A few weeks ago, I hosted journalists in Rivers State here. In journalism, facts are sacred, comments free. A fact is a fact; there is nothing you can take away from something that is a fact. You see, people have that erroneous impression that if you are a Commissioner for Information, you will be padding things and covering things – No! Facts are facts, and I am lucky to have a principal who is forthright. With His Excellency, Nyesom Wike, you know where he is standing on any issue.  He does not play to the gallery and he is also a principal that I would always like to work with because he is not one of those who carry out governance and development on television.
There are governors who use 3D images to deceive the public. But for us in Rivers State, the facts are there. If we tell you we are constructing Andoni – Opobo Unity Road, you go there and you will see it. If we say the Rebisi Flyover has been done, you go there and you will see it. If we say, Mother and Child Hospital, Real Madrid Academy; we say Abonnema Ring Road, Zonal Hospitals, you will see them. If we say we are rehabilitating schools, we give you 1, 2, 3, schools, if you go there, you will see them with your eyes. So, what’s there to hide?
The Opposition in the state are criticizing His Excellency that his infrastructural developments are basically in Port Harcourt; what happens to other areas of the state?

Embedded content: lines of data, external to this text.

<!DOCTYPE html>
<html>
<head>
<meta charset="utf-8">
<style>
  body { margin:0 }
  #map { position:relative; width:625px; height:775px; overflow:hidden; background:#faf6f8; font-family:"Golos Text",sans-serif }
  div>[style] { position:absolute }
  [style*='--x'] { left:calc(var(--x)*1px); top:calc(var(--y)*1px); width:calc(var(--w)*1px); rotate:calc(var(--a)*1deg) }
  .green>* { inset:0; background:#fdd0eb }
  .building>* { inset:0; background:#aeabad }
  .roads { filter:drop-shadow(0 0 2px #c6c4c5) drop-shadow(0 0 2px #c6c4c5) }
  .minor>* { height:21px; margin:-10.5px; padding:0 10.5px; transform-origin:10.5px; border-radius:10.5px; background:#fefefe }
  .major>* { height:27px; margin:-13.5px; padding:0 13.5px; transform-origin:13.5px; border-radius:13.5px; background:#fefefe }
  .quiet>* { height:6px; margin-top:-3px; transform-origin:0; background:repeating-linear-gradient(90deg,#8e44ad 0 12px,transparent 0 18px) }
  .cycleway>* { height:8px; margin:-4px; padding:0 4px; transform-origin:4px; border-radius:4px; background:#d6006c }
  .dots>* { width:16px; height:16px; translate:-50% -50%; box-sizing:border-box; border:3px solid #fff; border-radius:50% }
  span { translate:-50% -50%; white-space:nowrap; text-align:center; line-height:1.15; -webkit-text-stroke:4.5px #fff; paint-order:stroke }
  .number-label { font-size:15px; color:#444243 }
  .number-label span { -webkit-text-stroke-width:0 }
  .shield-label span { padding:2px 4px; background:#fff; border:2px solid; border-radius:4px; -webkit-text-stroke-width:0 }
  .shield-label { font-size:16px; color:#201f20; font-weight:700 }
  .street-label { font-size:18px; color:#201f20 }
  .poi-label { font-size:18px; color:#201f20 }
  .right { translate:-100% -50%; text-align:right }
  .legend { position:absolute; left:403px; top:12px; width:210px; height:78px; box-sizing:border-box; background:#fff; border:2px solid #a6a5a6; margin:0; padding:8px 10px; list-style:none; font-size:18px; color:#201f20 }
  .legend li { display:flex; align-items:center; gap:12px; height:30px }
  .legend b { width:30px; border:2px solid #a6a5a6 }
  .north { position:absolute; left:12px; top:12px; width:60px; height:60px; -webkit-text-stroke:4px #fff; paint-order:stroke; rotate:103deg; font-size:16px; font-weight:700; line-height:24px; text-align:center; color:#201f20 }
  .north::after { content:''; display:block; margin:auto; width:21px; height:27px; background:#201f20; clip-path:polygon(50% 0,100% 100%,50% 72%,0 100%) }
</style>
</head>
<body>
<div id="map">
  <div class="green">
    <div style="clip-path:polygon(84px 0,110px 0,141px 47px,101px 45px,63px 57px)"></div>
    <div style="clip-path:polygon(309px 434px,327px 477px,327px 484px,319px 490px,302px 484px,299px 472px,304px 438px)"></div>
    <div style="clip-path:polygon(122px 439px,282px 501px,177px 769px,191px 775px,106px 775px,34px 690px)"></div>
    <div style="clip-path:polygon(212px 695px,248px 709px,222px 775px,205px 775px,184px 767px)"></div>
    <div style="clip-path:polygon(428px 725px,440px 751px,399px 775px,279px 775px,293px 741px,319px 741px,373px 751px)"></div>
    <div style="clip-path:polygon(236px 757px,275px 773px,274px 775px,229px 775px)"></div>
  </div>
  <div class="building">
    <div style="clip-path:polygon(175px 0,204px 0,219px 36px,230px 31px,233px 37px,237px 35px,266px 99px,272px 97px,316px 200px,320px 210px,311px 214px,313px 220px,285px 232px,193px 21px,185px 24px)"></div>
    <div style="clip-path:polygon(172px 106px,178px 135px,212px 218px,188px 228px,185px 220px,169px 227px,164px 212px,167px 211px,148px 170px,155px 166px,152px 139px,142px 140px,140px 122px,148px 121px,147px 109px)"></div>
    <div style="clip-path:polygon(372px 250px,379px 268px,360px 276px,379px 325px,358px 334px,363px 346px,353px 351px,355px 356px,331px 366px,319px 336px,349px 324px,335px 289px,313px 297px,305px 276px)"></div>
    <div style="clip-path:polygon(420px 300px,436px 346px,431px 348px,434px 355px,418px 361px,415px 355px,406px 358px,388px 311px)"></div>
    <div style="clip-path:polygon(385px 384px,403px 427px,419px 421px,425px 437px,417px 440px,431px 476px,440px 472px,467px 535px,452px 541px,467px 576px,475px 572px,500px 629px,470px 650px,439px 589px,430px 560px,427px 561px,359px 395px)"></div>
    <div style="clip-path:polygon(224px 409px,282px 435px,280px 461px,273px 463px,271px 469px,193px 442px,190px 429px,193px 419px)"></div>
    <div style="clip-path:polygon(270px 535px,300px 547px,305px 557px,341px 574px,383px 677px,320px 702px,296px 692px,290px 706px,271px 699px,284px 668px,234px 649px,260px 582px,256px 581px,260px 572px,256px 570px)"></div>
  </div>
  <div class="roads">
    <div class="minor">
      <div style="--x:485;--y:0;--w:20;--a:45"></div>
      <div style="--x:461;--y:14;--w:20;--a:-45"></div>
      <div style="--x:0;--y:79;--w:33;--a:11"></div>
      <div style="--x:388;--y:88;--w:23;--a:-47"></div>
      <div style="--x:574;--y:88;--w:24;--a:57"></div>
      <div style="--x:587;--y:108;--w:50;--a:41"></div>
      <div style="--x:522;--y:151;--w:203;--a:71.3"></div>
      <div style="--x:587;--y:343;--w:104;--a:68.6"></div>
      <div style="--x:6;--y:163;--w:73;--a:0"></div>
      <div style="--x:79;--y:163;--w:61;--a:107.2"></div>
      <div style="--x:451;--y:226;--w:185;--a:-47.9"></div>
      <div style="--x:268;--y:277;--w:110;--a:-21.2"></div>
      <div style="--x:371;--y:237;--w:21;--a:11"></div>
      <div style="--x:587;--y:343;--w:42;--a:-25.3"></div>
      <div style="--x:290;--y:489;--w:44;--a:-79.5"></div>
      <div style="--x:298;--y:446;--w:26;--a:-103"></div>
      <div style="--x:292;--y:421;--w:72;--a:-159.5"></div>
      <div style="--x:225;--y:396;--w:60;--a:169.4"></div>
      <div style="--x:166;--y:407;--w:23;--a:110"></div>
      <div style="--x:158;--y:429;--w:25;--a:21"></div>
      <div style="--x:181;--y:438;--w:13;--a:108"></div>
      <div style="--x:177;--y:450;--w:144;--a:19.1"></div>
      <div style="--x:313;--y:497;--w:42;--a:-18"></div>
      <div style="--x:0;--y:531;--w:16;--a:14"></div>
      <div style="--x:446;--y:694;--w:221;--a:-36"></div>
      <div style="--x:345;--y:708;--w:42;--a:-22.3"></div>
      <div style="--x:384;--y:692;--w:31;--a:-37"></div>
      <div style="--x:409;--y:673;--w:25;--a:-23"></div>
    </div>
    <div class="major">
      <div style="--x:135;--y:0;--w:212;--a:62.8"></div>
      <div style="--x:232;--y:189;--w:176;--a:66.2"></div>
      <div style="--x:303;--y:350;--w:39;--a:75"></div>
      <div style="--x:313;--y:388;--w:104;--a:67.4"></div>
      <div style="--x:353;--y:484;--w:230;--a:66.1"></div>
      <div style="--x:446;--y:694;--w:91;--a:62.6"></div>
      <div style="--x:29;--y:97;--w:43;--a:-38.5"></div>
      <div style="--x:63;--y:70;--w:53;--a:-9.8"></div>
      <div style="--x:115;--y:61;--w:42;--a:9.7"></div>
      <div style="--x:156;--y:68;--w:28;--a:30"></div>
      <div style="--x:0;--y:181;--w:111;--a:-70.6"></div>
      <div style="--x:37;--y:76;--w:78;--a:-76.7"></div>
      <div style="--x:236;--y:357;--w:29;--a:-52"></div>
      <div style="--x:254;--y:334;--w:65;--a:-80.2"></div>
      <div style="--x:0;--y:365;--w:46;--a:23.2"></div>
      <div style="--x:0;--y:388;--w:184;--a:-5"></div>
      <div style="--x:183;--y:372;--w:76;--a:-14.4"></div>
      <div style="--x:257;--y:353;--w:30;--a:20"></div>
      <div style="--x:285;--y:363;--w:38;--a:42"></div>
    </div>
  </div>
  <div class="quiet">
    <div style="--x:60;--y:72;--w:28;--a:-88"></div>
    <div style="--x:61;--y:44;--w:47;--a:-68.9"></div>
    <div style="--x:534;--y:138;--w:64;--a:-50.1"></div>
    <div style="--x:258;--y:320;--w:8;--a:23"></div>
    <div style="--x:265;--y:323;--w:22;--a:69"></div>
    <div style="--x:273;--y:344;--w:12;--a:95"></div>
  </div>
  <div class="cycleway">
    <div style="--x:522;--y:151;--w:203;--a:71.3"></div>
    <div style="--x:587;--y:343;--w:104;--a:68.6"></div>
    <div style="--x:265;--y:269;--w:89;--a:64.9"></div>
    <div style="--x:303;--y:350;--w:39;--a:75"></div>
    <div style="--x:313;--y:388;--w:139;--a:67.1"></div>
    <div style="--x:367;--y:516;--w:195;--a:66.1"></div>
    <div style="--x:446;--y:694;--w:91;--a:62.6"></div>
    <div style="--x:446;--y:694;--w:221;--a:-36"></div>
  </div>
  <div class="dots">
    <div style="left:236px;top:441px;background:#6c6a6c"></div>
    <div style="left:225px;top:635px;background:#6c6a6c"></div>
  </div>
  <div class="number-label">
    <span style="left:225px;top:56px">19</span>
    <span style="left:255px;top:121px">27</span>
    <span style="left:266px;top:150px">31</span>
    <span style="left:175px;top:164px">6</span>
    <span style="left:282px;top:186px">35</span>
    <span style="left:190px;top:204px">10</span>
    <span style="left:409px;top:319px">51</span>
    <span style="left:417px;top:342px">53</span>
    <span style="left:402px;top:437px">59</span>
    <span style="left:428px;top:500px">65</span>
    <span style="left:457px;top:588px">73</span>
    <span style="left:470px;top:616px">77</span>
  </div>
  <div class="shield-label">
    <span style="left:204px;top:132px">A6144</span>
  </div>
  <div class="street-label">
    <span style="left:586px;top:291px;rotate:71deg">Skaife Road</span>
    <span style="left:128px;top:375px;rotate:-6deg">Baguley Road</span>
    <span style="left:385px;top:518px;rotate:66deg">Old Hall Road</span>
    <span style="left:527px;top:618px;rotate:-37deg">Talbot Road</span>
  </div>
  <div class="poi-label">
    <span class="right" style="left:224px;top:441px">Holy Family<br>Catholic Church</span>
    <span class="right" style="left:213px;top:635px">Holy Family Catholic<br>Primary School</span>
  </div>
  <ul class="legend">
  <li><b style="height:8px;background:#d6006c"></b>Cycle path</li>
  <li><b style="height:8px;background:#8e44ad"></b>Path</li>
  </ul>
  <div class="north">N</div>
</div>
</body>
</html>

The truth of the matter is that people will always have something to say. I can tell you, apart from the flyovers that are being built in Port Harcourt, (of course, which you know; I said that His Excellency is building infrastructure for tomorrow), if you go to all the Local Government Areas of the state, a lot is happening. There is a road we call Sakpenwa-Bori Road – it is about 16 kilometers, it is completed and commissioned. His Excellency has even extended it further now to about thirty something kilometers; it is not in Port Harcourt. There is Abonnema Ring Road; that Ring Road is on water. There is Andoni/Opobo Unity Road. We went to Opobo few days ago; everybody including Opobo people drove to Opobo by Road for the first time in the history of that ancient town of 150 years. We went recently to also celebrate with them on their 150 years anniversary; it is not in Port Harcourt. Do you understand?
There is a big Cassava processing company at Afam in Oyigbo Local Government Area.  There are several zonal hospitals that are scattered in Bori, Degema, Ahoada and Omoku, they are not in Port Harcourt. There is Elele/Omoku Road, it is not in Port Harcourt. Several of such projects are all over the state. But you see, if you go to all the Local Government Areas of the State, you will see several schools that have been rehabilitated. There are sand-fillings that are going on in the local governments. In riverine communities of the state, because those places are Islands. You do sand-filling first to create places they can build on. Those areas are not in Port Harcourt.
But armchair critics will always have something to say about Nyesom Wike. The Guild of Editors came here and I took them on a tour, they were shouting. If you go to that Andoni – Opobo Unity Road, what is being sunk in there is not up to what is being used to build anything in Port Harcourt, because it is on water. So, a lot is going on in the local government areas. There is no local government in Rivers State that is not receiving the impact of Governor Wike’s administration.
During and after the EndSARS protest, the governor compensated all the families of the security agencies that lost their lives during the protest; but the Rivers citizens who were killed did not get any compensation. What happened?
I may not comment on that.
Why is the governor described as a lion?
Who is describing him as a lion?
He is described in the media as a lion?
People are entitled to their perception. One thing you cannot take away from His Excellency, Nyesom Wike, is that he is fearless, courageous and forthright. These are the qualities of great men. That is why I am so proud to be associated with him. He is not a lily-livered man.